Dans le présent article, nous étudierons dans un premier temps le contexte local, régional et international qui a influencé la formation du Grand Liban. Dans un second temps, nous décrirons les archives analysées pour exposer, enfin, les tendances et les demandes de l’opinion publique ayant accompagné la naissance du Grand Liban.

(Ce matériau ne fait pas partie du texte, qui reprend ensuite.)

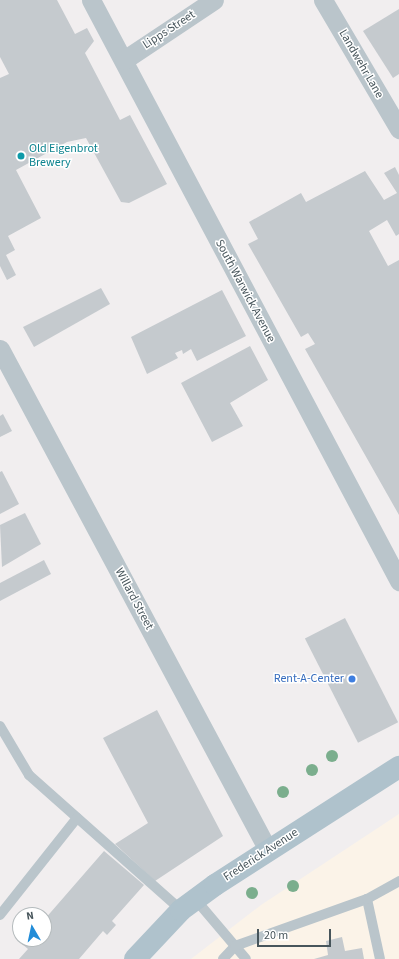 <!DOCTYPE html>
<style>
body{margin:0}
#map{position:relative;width:399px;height:959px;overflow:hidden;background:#f1eeef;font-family:"Source Sans 3",sans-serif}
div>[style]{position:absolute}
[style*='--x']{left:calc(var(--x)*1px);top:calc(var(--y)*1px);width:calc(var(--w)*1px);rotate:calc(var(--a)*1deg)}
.commercial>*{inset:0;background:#fbf3e8}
.building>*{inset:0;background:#c5cace;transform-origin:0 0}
.lane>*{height:10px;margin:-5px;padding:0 5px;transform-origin:5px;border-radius:5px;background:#bac5cb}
.street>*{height:19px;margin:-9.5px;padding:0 9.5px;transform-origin:9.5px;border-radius:9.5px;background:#bac5cb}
.primary>*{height:22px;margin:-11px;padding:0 11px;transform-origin:11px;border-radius:11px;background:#afc2cc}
.trees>*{width:12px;height:12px;margin:-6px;border-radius:50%;background:#7bae8d}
.dots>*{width:11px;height:11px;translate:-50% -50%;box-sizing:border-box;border:2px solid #fff;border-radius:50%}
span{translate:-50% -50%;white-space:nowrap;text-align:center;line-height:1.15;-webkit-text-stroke:3px #fff;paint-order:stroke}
.street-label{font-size:12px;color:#47555b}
.culture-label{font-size:12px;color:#0d838f}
.left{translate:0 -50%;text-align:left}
.shop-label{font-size:12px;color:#366cbe}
.right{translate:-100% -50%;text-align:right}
.north{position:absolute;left:12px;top:907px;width:40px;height:40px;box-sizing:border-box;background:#fff;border:1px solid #b5bbbd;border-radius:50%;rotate:351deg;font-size:11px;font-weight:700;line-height:16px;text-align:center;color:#47555b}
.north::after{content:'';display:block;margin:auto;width:14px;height:18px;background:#218cd8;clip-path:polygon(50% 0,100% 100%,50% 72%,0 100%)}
.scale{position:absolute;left:257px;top:929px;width:74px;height:18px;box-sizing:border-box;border:2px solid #47555b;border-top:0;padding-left:5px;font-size:12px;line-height:14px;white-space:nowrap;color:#47555b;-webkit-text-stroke:3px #fff;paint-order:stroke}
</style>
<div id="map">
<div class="commercial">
<i style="clip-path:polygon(399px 814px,399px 959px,191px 959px,261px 905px)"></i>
</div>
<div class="building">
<i style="clip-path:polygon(0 0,57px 0,75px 34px,87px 28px,94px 41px,85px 53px,120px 120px,130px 115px,167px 184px,129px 203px,121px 202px,86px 138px,67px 142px,16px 170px,41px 218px,8px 236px,15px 250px,6px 255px,16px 275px,7px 280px,0 266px,0 78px,9px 74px,0 57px)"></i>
<i style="clip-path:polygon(399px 9px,399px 74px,393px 78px,363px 31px)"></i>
<i style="clip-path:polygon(395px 167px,399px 175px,399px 234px,396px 236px,387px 220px,369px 231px,388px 266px,399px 260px,399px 515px,305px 349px,315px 344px,308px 333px,301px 337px,248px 244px,258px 239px,249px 222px,301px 193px,306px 202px,365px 171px,384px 200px,397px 193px,384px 173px)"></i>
<i style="clip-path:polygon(101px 288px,110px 304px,34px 347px,23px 327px)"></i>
<i style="clip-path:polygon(222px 290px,246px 336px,197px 361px,191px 349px,183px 354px,182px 350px,175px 353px,178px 358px,147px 374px,131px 337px)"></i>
<i style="clip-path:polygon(250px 346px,268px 380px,230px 403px,243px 426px,212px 442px,181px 383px)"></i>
<i style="clip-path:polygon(3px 414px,12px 431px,0 437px,0 416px)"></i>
<i style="clip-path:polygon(2px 471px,19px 504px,0 514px,0 472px)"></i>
<i style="clip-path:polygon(25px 513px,41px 544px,2px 567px,0 525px)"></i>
<i style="clip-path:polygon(44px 560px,51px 574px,0 601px,0 583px)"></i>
<i style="left:345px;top:618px;width:117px;height:45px;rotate:63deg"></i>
<i style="clip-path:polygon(157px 710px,223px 836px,155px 881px,115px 844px,148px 823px,103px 738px)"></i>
<i style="clip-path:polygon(104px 851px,144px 885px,112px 921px,116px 925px,107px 935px,103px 931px,79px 959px,19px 959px,28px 949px,22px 944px,27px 939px,44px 939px,44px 920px)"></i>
<i style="clip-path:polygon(342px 937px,345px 951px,362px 948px,364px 959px,314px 959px,328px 955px,326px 941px)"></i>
</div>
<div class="lane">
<i style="--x:0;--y:726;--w:57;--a:59.4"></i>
<i style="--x:29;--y:775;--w:203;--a:41.6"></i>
<i style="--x:367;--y:899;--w:61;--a:77.8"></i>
<i style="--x:196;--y:900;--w:77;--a:49.7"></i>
<i style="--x:0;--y:915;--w:124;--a:-51.6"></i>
<i style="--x:223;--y:959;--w:18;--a:-47"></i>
<i style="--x:235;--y:946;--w:140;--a:-19.6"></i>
<i style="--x:367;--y:899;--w:37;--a:-29"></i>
</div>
<div class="street">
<i style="--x:91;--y:0;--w:658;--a:62.07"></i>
<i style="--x:323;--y:0;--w:150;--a:59.5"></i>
<i style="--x:124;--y:60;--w:108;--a:-33.7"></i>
<i style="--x:0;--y:349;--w:568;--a:61.86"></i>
</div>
<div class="primary">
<i style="--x:135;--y:959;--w:67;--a:-46.8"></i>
<i style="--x:181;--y:910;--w:42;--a:-36.3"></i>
<i style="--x:215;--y:885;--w:219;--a:-32.7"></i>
</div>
<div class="trees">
<i style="left:332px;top:756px"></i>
<i style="left:312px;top:770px"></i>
<i style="left:283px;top:792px"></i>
<i style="left:293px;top:886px"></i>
<i style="left:252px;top:893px"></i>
</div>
<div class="dots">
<i style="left:21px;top:156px;background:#0f9aa8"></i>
<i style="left:352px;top:679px;background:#3f7fe0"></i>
</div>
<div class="street-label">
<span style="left:169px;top:30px;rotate:-33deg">Lipps Street</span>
<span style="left:361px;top:64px;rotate:60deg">Landwehr Lane</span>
<span style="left:245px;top:291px;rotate:62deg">South Warwick Avenue</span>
<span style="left:134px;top:599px;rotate:62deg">Willard Street</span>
<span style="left:261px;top:855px;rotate:-33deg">Frederick Avenue</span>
</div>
<div class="culture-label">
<span class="left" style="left:29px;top:156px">Old Eigenbrot<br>Brewery</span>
</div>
<div class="shop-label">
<span class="right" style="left:344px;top:679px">Rent-A-Center</span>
</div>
<div class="north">N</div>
<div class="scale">20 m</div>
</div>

Le contexte local, régional et international
Le Liban a longtemps constitué, depuis la conquête musulmane au VIIe siècle, un espace de confrontation à la recherche de la liberté et de l’affirmation politique. C’est pourquoi, dès lors, il a été pour les Maronites un choix afin de défendre leur existence face à toute majorité ou force de conquête. Ainsi, le Liban s’est transformé en une terre d’asile1 qui a abrité plusieurs communautés fuyant tout au long de leur histoire la persécution religieuse2. L’Histoire du Liban, à l’instar de celle de ses communautés, se révèle fragmentée. Des communautés s’estimant minoritaires (Chrétiens, Chiites, Druzes…), fuient le pouvoir de la majorité sunnite. La composition sociétale libanaise est intercommunautaire marquée, d’un côté, par la peur de l’autre différent et, d’un autre côté, par la volonté de dominer cet autre pour s’assurer une survie existentielle. Cette dynamique qui oscille entre la peur et la volonté de domination pressentie par toutes les communautés du Liban va influencer les opinions quant à la formation du Grand Liban, et par la suite, les évènements historico-politiques du siècle qui suit. Pour cela, bien avant la formation du Grand Liban, « toute crise grave a entraîné une modification des frontières »3. Au sein de l’Empire Ottoman, le Liban subit des transformations radicales et rapides, passant de l’Émirat au régime des deux Qaiimaqamats après les évènements de 18404. Vingt ans plus tard, à l’issue des massacres de 18605, le régime se transforma de nouveau suite à une initiative autrichienne pour donner naissance au régime de la « Moutassarifiyat »6. Le territoire de la Moutassarifiyat ou la chaîne du Mont-Liban fut le principal théâtre des évènements qui menèrent à la création du Grand Liban.
À la veille et au cours de la Première Guerre mondiale, le Mont-Liban perdit son autonomie, occupé et administré directement par la IVe armée ottomane commandée par Jamal Pacha.
La famine envahit la population du Mont-Liban qui perdit sa récolte, ravagée par un fléau de criquets en 19147. Ainsi, on compta entre 180 000 et 210 000 morts au Mont-Liban sur une population qui ne dépassait pas le volume démographique de 600 000 personnes8.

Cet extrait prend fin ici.